To do
Report all lines of the data below that hold the word "function".

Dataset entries
<<<<

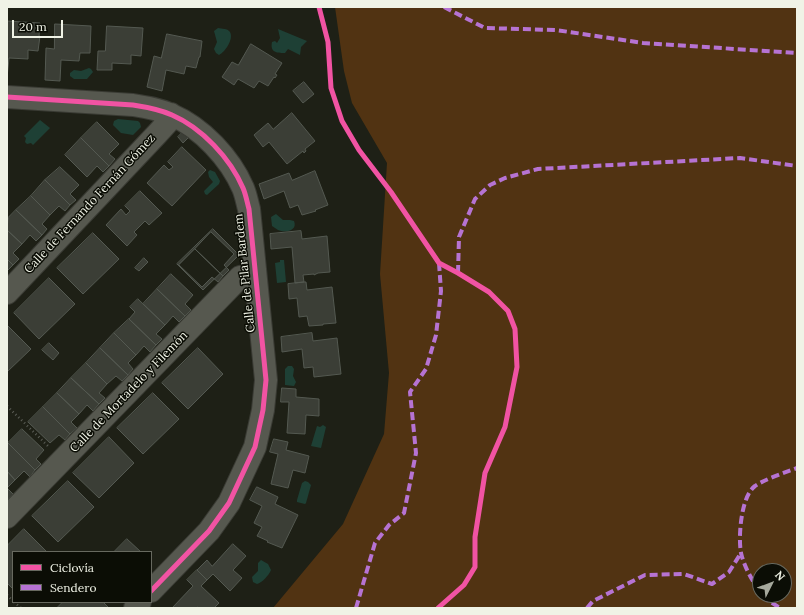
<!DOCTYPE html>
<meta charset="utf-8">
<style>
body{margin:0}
#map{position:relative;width:804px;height:615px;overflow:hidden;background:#1e2016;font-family:Lora,serif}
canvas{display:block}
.frame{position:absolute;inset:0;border:8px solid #f0f3e6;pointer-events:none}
.legend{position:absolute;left:12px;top:551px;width:140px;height:52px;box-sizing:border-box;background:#0b0d05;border:1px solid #67695f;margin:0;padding:5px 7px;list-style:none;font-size:12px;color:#f0f3e6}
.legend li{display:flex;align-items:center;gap:8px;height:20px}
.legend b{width:20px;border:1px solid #67695f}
.north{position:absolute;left:752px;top:563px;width:40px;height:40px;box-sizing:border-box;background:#0b0d05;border:1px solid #67695f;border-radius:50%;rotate:48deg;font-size:11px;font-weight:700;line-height:16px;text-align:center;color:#f0f3e6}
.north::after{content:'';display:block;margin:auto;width:14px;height:18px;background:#a6a99d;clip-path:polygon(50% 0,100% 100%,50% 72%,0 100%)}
.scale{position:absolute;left:12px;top:20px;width:51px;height:18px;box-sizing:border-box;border:2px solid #f0f3e6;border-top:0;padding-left:5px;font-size:12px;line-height:14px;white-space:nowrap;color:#f0f3e6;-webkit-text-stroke:3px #0b0d05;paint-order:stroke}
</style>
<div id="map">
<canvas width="804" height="615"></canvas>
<div class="frame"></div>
<ul class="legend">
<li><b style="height:5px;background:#f153a3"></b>Ciclovía</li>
<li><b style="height:5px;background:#b673d3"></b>Sendero</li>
</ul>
<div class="north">N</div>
<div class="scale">20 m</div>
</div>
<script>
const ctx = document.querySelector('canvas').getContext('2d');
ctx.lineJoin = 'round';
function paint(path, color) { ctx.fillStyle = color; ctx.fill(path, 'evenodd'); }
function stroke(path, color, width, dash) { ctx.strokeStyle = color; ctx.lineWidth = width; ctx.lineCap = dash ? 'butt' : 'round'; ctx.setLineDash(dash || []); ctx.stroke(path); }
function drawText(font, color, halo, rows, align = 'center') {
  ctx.font = font + ' Lora,serif'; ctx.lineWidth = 3; ctx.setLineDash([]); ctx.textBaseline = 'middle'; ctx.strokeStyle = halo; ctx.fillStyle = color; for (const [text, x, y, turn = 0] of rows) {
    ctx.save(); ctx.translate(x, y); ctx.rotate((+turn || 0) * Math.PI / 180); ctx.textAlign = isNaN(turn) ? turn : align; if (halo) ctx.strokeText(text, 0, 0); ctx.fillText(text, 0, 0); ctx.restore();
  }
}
const green = new Path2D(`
 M335 7H797V608H273L343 524 384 434 389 373 380 274 387 163 352 103 344 71ZM760 571H784V595H760Z`);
const water = new Path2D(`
 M218 28C222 29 227 28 230 32 234 39 225 52 219 55L216 53 214 49 217 42 214 31Z
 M278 29 307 41 301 47 300 55 288 49 285 53C276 53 270 52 272 42L275 41 277 43 280 38Z
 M89 68 91 69 93 72 87 79H74L70 76V73L74 70 81 71Z
 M118 119 138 121 140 123 141 127 133 135 121 133 113 125 114 121Z
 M40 120 50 128 33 145 31 143 27 144 25 142 26 138 24 136Z
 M210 170 215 172 220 181 219 184 207 195 205 194 204 191 213 182 209 177 208 172Z
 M276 214 283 220H290L294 221C298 231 285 233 278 230 276 229 274 227 272 226L271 217Z
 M280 260H284L286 282 277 283 275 263 280 262Z
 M288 366H292L294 369 293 376 296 382 294 386 285 385V369Z
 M323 425 326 427 321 448 311 446 317 426 320 427Z
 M305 481 308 482 311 485 306 503 305 504 297 502V500L302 483Z
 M261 560 268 564 271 570C269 575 262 583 257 584L253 582 252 577 258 571V563Z`);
const building = new Path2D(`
 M7 21 40 23 39 36H40L38 51 28 50V59L9 58 7 78Z
 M55 24 91 26 90 53H80L79 61 61 60 60 81 45 80 46 48 54 49Z
 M107 26 143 28 141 56 131 55V64L112 63V70H97L98 51H105Z
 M167 34 202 41 200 57H199L196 68 186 66 184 74 166 70 162 91 147 87 154 56 161 58Z
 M251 44 282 63 275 74 277 75 275 78 274 77 268 86 259 81 254 88 238 79 234 85 222 77 232 62 238 65Z
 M304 82 314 94 303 103 293 91Z
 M292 113 315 141 305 149 306 151 304 153 303 151 287 164 269 142 263 147 254 135 268 123 273 129Z
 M97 122 119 144 109 154 115 159 109 166 81 138Z
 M183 132 188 138 183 143 178 137Z
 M81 138 109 166 103 172 97 166 87 177 65 155Z
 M182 147 206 170 172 206 147 183 164 165 169 170 173 167 168 162Z
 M60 167 79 185 70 194 76 200 70 205 45 180Z
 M315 171 328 205 315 210 316 211 302 215 298 205 290 208 284 191 264 199 259 184 289 173 292 180Z
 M45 180 70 205 65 211 59 206 50 215 31 196Z
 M140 191 162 213 149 225 145 221 134 232 137 235 127 246 106 225 121 209 126 215 130 211 125 206Z
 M31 196 50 215 42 224 47 229 42 235 16 210Z
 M16 210 42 235 36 241 30 235 22 244 7 230 8 218Z
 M213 229 239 255 203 290 177 264Z
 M7 230 22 244 13 253 19 259 13 265 7 259Z
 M301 231 302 239 327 236 330 272 318 273 314 275V274L303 275 304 282 295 283 292 247 271 249 270 234Z
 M211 232 234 254 224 265 229 270 223 276 195 249Z
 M93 233 119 259 83 294 57 268Z
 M195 249 223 276 218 282 212 277 202 287 179 265Z
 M144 258 148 262 139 271 135 268Z
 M7 259 13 265 8 270H7Z
 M171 274 193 295 185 304 191 310 185 316 157 289Z
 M49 278 75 304 39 339 14 313Z
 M304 282H306L307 290 332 287 336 323 323 324V325L309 326 307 316 299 317 297 298 289 299 288 284Z
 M157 289 185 316 179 322 173 316 165 325 143 304Z
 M138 299 165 325 156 334 162 339 156 345 129 319 135 312 130 307Z
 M129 319 156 345 150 352 144 346 136 355 114 333Z
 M7 325 31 349 7 372Z
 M114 333 136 355 128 363 133 369 128 375 100 348Z
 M312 333 313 341 337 338 341 374 314 377 313 367 304 368 302 349 282 352 281 337Z
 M49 343 59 353 53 360 42 350Z
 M100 348 128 375 122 381 116 376 107 384 86 363Z
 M198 348 223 374 188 409 162 383Z
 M86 363 107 384 99 393 105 398 99 404 71 378Z
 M71 378 99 404 93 411 87 405 79 414 57 393Z
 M282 388 296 389V397L319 399V416L306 415 305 434 287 433 289 402H281Z
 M57 393 79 414 71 422 77 428 70 434 43 407Z
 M153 393 179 419 143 454 117 428Z
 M43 407 70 434 65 440 59 435 50 443 28 422Z
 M22 429 44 450 36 459 41 464 35 470 8 443Z
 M109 437 134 463 99 498 73 473Z
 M274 439 288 442 286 450 309 456 305 473 293 470 288 488 271 484 278 454 270 452Z
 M8 443 35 470 30 477 24 471 15 480 7 471Z
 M7 471 15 480 7 488 13 494 7 500Z
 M68 481 94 507 58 542 32 516Z
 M257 487 278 497 275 504 298 515 282 548 267 542 268 541 257 536 262 527 254 523 262 506 250 500Z
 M24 529 47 552H13V589L7 583V546Z
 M127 539 141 552H114Z
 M233 544 246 556 233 570 242 578 230 591 213 574 207 580 197 570 207 560 212 566Z
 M197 570 207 580 201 586 219 603 214 608H199L198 607 196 608H172L193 586 187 580Z
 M63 602H103L109 608H57Z`);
const path = new Path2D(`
 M7 406 48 446
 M7 595 13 601
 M14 602 21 608`);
const minor = new Path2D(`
 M7 97 133 105C146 107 159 109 172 115 202 128 230 158 243 188 246 195 247 202 249 209L266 380 263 410 255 447 229 503 209 531 151 591
 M7 293 157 134 167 123 171 114
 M7 517 240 277 255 274
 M135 608 140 602`);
const quiet = new Path2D(`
 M444 7 485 28 556 30 643 43 797 53
 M458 273 459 237 475 199 490 185 505 178 538 169 740 158 797 166
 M760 591C752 581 744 566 741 553 738 537 741 496 755 486 763 480 786 472 797 468
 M763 595 766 599 780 608
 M356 608 375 543 389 525 404 513 416 453 410 392 426 369 436 335 441 291 439 263
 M587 608 593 601 645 575 684 574 712 584 729 572 741 553`);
const cycleway = new Path2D(`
 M319 7 328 42 331 88 342 121 359 150 391 192 439 263 458 273 489 292 508 311 515 329 517 367 505 427 485 473 475 537V567L464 585 438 608
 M7 97 133 105C146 107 159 109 172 115 202 128 230 158 243 188 246 195 247 202 249 209L266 380 263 410 255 447 229 503 209 531 151 591`);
const streetNames = [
 ["Calle de Fernando Fernán Gómez",90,204,-47],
 ["Calle de Pilar Bardem",245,273,-96],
 ["Calle de Mortadelo y Filemón",129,392,-46]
];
paint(green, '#513312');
paint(water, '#1e4035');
paint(building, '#3b3e36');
stroke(building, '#545951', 1);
stroke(minor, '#3a3b34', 24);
stroke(path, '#5b5d56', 2.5, [1, 3]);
stroke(minor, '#56584f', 22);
stroke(quiet, '#b673d3', 4, [8, 4]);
stroke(cycleway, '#f153a3', 5);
drawText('12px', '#f0f3e6', '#0b0d05', streetNames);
</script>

>>>>

Exercise result
function paint(path, color) { ctx.fillStyle = color; ctx.fill(path, 'evenodd'); }
function stroke(path, color, width, dash) { ctx.strokeStyle = color; ctx.lineWidth = width; ctx.lineCap = dash ? 'butt' : 'round'; ctx.setLineDash(dash || []); ctx.stroke(path); }
function drawText(font, color, halo, rows, align = 'center') {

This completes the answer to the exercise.